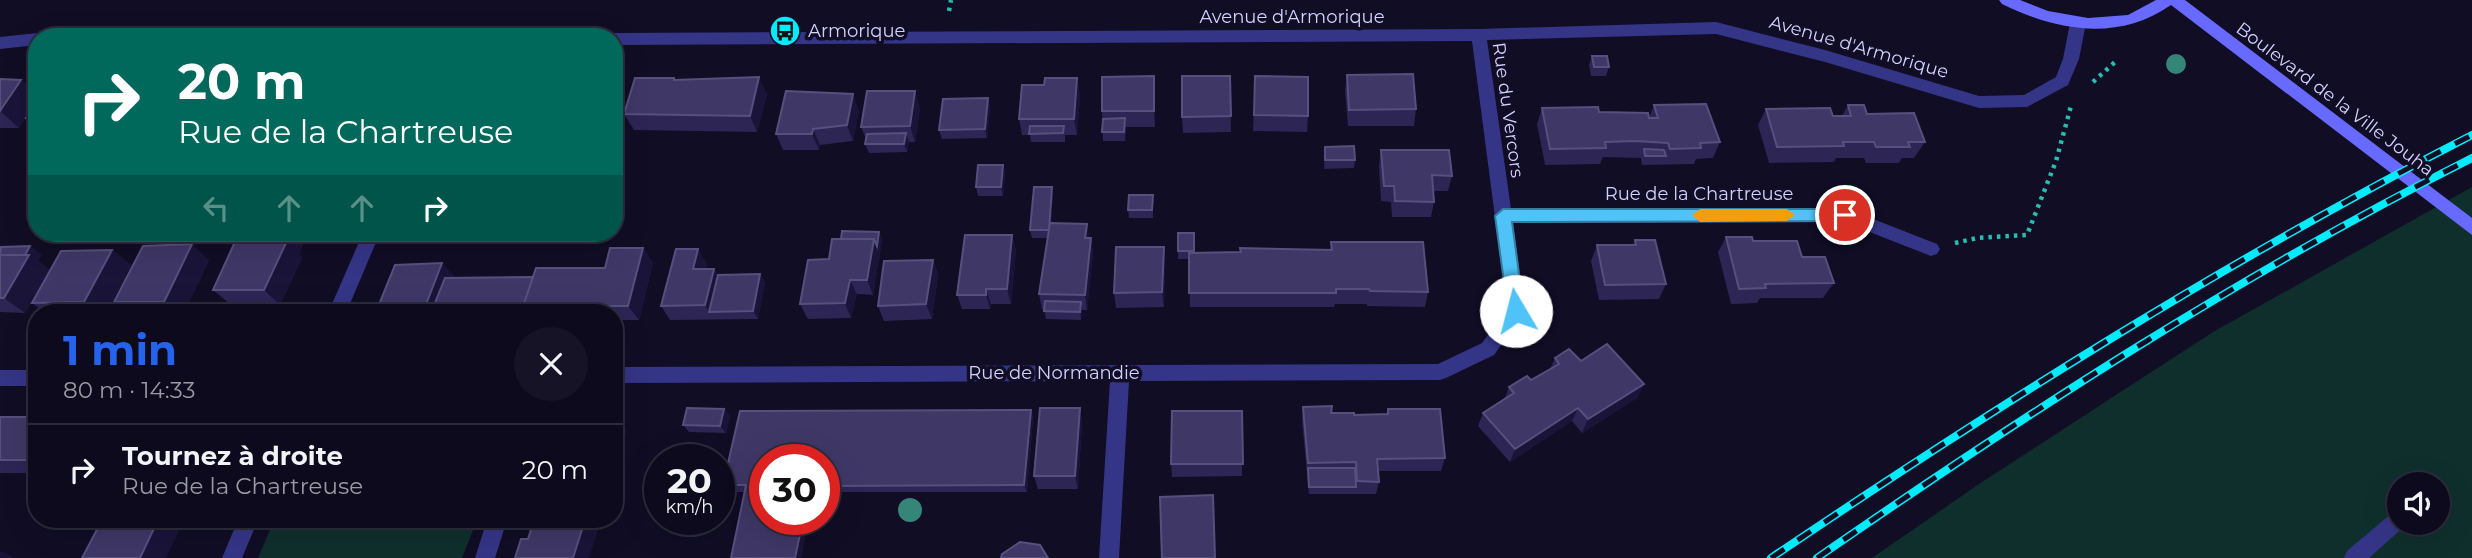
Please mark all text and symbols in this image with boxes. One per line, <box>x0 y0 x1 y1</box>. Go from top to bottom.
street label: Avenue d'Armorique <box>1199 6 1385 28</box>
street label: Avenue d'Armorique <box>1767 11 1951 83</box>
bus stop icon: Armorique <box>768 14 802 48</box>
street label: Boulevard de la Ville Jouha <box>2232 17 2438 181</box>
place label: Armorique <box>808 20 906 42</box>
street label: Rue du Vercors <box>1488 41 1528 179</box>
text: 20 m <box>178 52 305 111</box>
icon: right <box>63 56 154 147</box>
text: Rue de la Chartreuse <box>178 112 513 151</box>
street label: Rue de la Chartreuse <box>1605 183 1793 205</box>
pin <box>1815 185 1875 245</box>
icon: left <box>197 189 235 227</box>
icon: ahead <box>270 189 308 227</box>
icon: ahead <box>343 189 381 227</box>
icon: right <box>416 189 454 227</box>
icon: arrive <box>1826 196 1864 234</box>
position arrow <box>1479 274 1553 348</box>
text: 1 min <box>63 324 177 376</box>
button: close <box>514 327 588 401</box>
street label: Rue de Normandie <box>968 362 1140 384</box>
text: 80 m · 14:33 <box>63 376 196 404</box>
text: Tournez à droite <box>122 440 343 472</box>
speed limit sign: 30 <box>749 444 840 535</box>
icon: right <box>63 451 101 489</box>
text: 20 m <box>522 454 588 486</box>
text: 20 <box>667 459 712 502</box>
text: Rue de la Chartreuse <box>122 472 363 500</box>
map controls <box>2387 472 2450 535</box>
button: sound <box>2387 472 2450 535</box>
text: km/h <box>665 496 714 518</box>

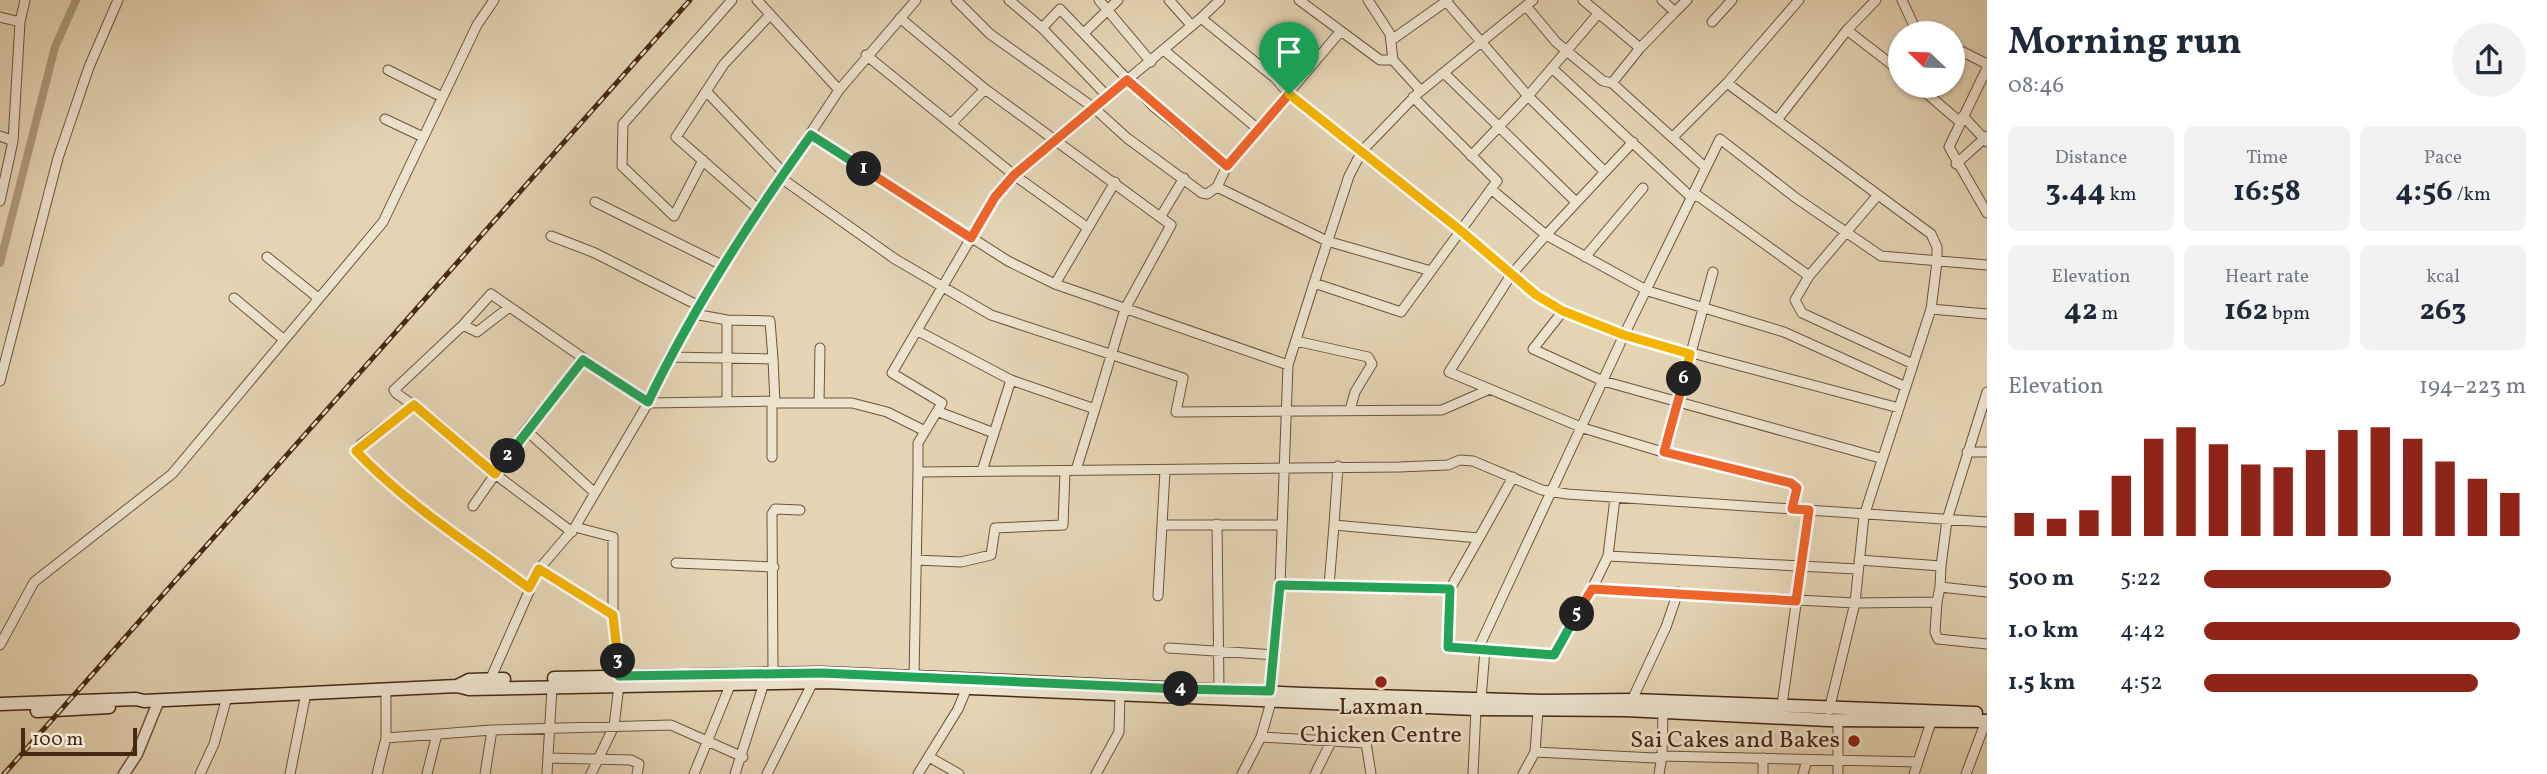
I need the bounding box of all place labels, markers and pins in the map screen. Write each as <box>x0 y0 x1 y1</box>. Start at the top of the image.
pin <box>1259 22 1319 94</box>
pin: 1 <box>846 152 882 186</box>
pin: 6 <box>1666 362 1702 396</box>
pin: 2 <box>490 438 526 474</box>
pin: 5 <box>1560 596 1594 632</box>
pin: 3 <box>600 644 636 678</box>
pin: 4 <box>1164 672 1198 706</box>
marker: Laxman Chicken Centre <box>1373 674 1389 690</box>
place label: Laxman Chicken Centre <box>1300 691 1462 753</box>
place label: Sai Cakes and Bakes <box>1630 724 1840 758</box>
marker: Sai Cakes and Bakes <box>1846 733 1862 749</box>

▸ Task description
In your copy of the records above, include no pictures and match every line exactly.

▸ Expected answer
Please mark all text and symbols in this image with boxes. One per line, <box>x0 y0 x1 y1</box>. Go from top to bottom.
street label: Avenue d'Armorique <box>1199 6 1385 28</box>
street label: Avenue d'Armorique <box>1767 11 1951 83</box>
bus stop icon: Armorique <box>768 14 802 48</box>
street label: Boulevard de la Ville Jouha <box>2232 17 2438 181</box>
place label: Armorique <box>808 20 906 42</box>
street label: Rue du Vercors <box>1488 41 1528 179</box>
text: 20 m <box>178 52 305 111</box>
icon: right <box>63 56 154 147</box>
text: Rue de la Chartreuse <box>178 112 513 151</box>
street label: Rue de la Chartreuse <box>1605 183 1793 205</box>
pin <box>1815 185 1875 245</box>
icon: left <box>197 189 235 227</box>
icon: ahead <box>270 189 308 227</box>
icon: ahead <box>343 189 381 227</box>
icon: right <box>416 189 454 227</box>
icon: arrive <box>1826 196 1864 234</box>
position arrow <box>1479 274 1553 348</box>
text: 1 min <box>63 324 177 376</box>
button: close <box>514 327 588 401</box>
street label: Rue de Normandie <box>968 362 1140 384</box>
text: 80 m · 14:33 <box>63 376 196 404</box>
text: Tournez à droite <box>122 440 343 472</box>
speed limit sign: 30 <box>749 444 840 535</box>
icon: right <box>63 451 101 489</box>
text: 20 m <box>522 454 588 486</box>
text: 20 <box>667 459 712 502</box>
text: Rue de la Chartreuse <box>122 472 363 500</box>
map controls <box>2387 472 2450 535</box>
button: sound <box>2387 472 2450 535</box>
text: km/h <box>665 496 714 518</box>

I need the bounding box of all place labels, markers and pins in the map screen. Write each as <box>x0 y0 x1 y1</box>. Start at the top of the image.
pin <box>1259 22 1319 94</box>
pin: 1 <box>846 152 882 186</box>
pin: 6 <box>1666 362 1702 396</box>
pin: 2 <box>490 438 526 474</box>
pin: 5 <box>1560 596 1594 632</box>
pin: 3 <box>600 644 636 678</box>
pin: 4 <box>1164 672 1198 706</box>
marker: Laxman Chicken Centre <box>1373 674 1389 690</box>
place label: Laxman Chicken Centre <box>1300 691 1462 753</box>
place label: Sai Cakes and Bakes <box>1630 724 1840 758</box>
marker: Sai Cakes and Bakes <box>1846 733 1862 749</box>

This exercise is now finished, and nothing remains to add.